Tamlin sighed. He'd known his siblings wouldn't welcome the thought of socially advantageous marriages, but he'd hoped they would at least consider the idea. It wasn't as if he was unwilling to do the same to ensure the continuance of House Uskevren. Most of his peers had already produced at least an heir and more often two or three. More than ever, it was imperative to show stability, and marriages were the easiest way to reassure the rest of the Old Chauncel.

If Tamlin could establish a few new alliances along the way, so much the better.

"Here," said Escevar, who had put away the handkerchief and revealed his swollen pug nose. He laid a sheaf of parchment atop the books Tamlin had been reading. "These need your signature."

Tamlin glanced at the new documents-land leases, transportation bonds, pay releases, bills of sale-all of them were important if boring, but they irritated him all the more because they were distractions from his more crucial work.

"You already balanced these against the treasury?"

Escevar grimaced and said, "We cannot pay out more until we've received the balance of this month's income, but these are the most urgent issues."

Tamlin signed them one by one.

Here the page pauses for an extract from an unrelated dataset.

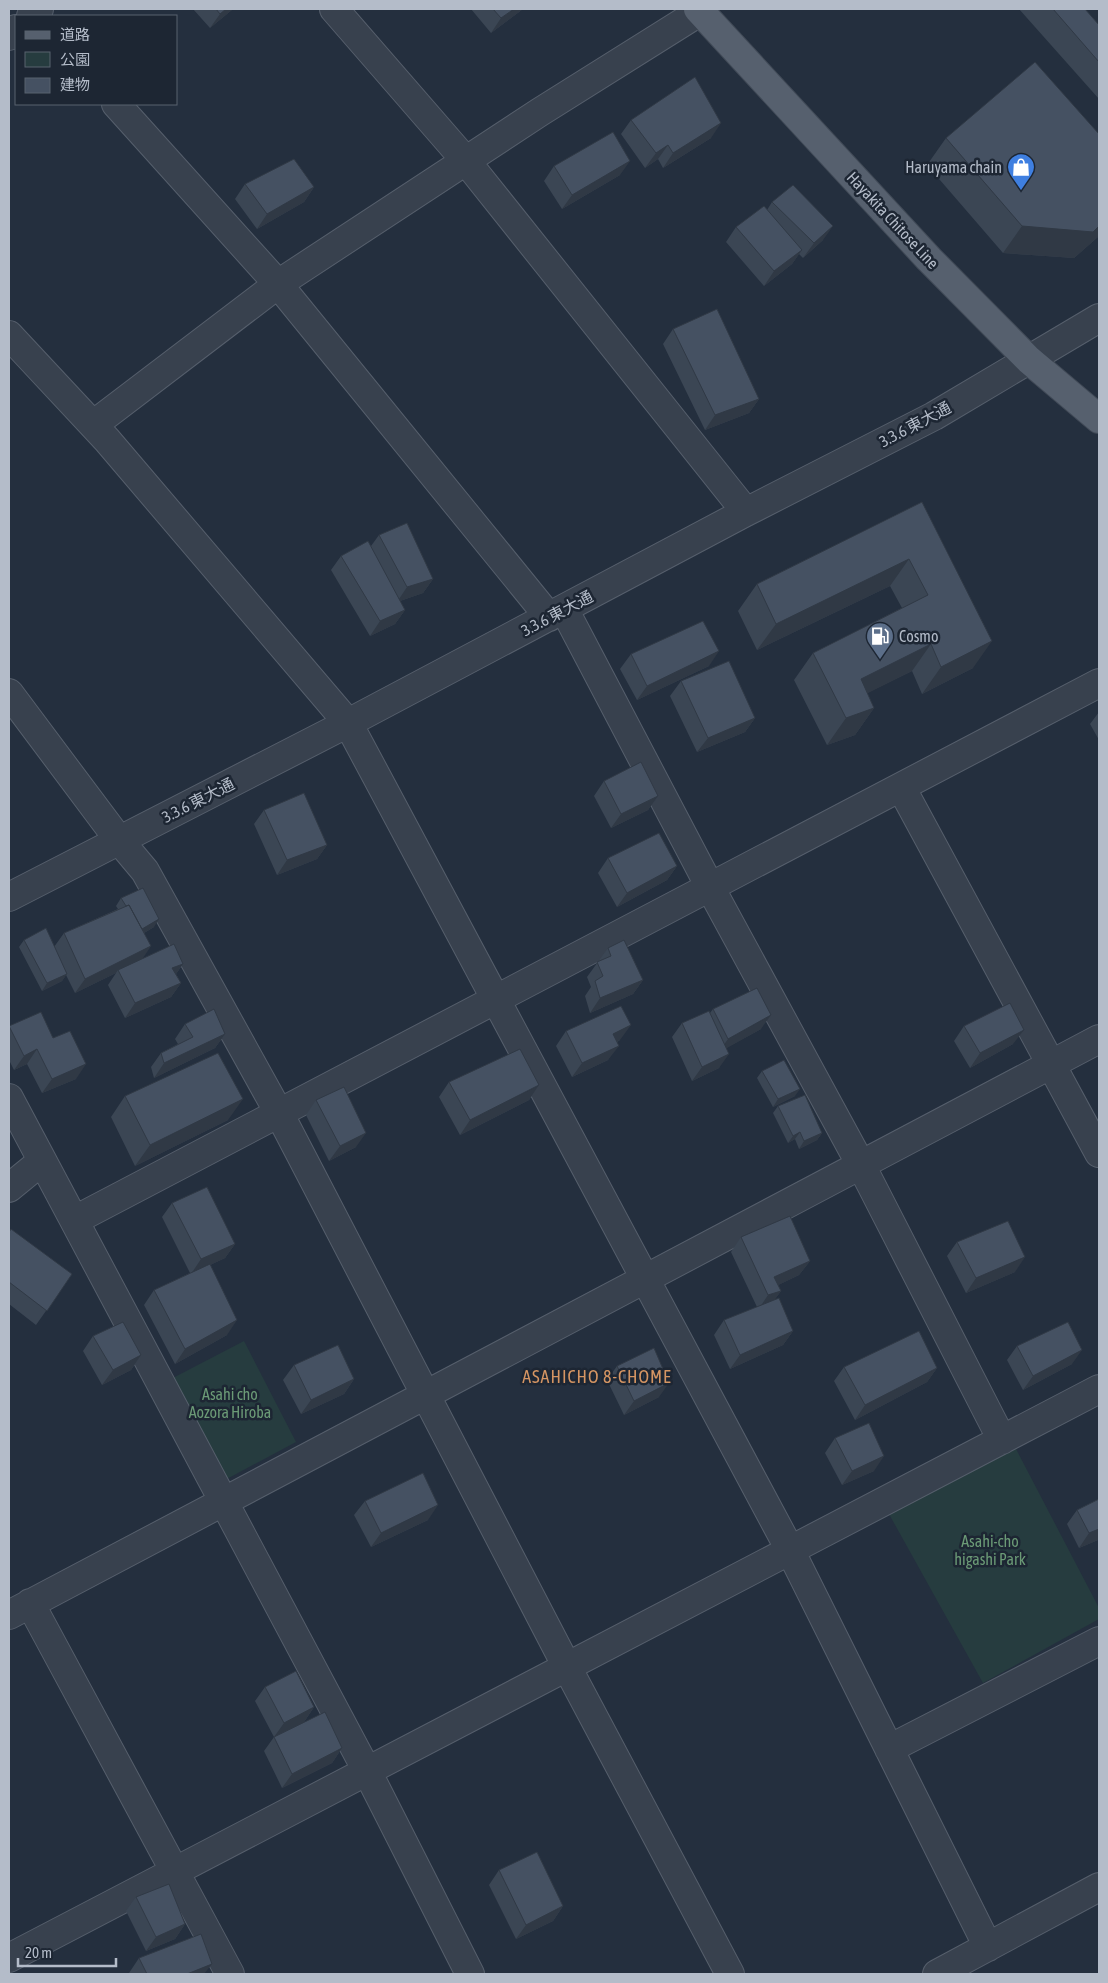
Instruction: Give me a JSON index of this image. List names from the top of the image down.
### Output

Impatience turned his usually elegant signature into a ragged scrawl. When he was done, he reached for the sealing wax and nearly knocked over the candle.

"Here," said Escevar, removing the documents and taking away the candle. "I'll take care of that for you."

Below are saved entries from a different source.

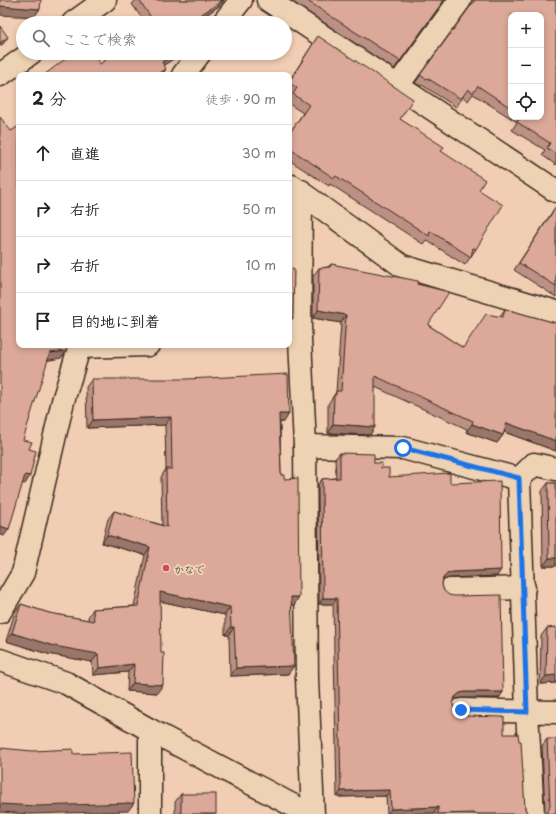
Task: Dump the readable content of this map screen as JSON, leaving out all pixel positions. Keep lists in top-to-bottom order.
{
  "places": ["かなで"],
  "page": {
    "map_buttons": ["+", "−"],
    "search": "ここで検索",
    "heading": ["2 分", "徒歩 · 90 m"],
    "list": [
      ["直進", "30 m"],
      ["右折", "50 m"],
      ["右折", "10 m"],
      "目的地に到着"
    ]
  }
}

"Remind me to give you a raise," said Tamlin.

"I gave myself one this morning."

He wiggled his thumb and pointed to the Uskevren seal on Tamlin's hand.

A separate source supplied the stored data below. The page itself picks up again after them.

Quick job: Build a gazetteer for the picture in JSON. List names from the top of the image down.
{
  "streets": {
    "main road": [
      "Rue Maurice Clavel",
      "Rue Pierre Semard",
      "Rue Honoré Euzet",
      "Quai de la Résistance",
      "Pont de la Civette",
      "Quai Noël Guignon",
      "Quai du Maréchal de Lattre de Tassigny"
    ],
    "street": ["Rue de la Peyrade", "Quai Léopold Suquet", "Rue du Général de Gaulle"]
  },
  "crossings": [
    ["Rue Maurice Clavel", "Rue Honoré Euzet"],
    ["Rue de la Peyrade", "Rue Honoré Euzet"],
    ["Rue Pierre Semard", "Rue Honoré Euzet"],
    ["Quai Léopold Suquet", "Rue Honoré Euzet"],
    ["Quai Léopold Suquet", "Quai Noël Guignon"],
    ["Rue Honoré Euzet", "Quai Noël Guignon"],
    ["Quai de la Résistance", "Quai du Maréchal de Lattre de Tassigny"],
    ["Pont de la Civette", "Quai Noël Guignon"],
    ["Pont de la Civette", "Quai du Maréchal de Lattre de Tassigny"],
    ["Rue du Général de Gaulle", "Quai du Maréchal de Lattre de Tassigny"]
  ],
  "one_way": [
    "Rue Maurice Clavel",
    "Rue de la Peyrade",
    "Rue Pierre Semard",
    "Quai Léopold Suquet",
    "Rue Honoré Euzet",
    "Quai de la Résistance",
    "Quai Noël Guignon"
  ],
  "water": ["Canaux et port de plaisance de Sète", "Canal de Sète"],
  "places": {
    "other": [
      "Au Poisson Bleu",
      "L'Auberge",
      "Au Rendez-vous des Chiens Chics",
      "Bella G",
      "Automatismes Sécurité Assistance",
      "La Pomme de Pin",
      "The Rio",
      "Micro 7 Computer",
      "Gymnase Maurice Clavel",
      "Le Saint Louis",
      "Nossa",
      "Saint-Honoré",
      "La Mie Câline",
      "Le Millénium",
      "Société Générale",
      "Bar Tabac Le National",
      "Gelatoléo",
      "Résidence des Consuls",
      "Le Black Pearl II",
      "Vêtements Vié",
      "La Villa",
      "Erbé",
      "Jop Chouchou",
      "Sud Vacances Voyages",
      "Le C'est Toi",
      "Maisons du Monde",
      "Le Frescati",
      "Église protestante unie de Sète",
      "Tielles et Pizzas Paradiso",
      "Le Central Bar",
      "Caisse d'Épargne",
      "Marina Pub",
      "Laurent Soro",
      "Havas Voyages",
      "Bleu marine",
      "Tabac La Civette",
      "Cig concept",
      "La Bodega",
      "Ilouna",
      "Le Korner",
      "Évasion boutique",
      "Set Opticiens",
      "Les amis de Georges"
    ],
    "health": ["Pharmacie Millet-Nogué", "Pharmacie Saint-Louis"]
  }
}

"You're the very model of efficiency," laughed Tamlin. He removed the seal from his thumb, but he hesitated before passing it over. "You didn't actually…?"

"Hopping Ilmater, Deuce! It was just a joke."

"Sorry," said Tamlin, surrendering the ring. "I guess the lack of sleep is making me jumpy."

"If you wouldn't insist on having the servants wake you so early, you might get a good night's rest."

"I know," said Tamlin, "but even with your help, there is still so much to do. Somewhere among these letters must be the clue to my father's disappearance."

"You still think he's alive somewhere?"

"Maybe," said Tamlin. "Yes. He must be. And I must find him."

"And give up all this?"

With an awkward wave of his own laden hands, Escevar indicated the stacks of documents on Tamlin's desk.

Such clutter was a new phenomenon in Tamlin's receiving room. Adjacent to his bedchamber, the place usually projected the false impression that Tamlin was meticulously tidy in his business pursuits. The fact was that he'd spent most of his life avoiding exactly such endeavors, so he rarely had any use for the chamber's exquisitely carved writing desk or its bookshelves stocked with histories of the Dalelands, Cormyr, Sembia, and all the most significant states bordering the Moonsea. Except once or twice to pretend he had been engrossed in one of the books before a surprise visit from his father, Tamlin had never read so much as the preface to what he presumed was desperately dry reading.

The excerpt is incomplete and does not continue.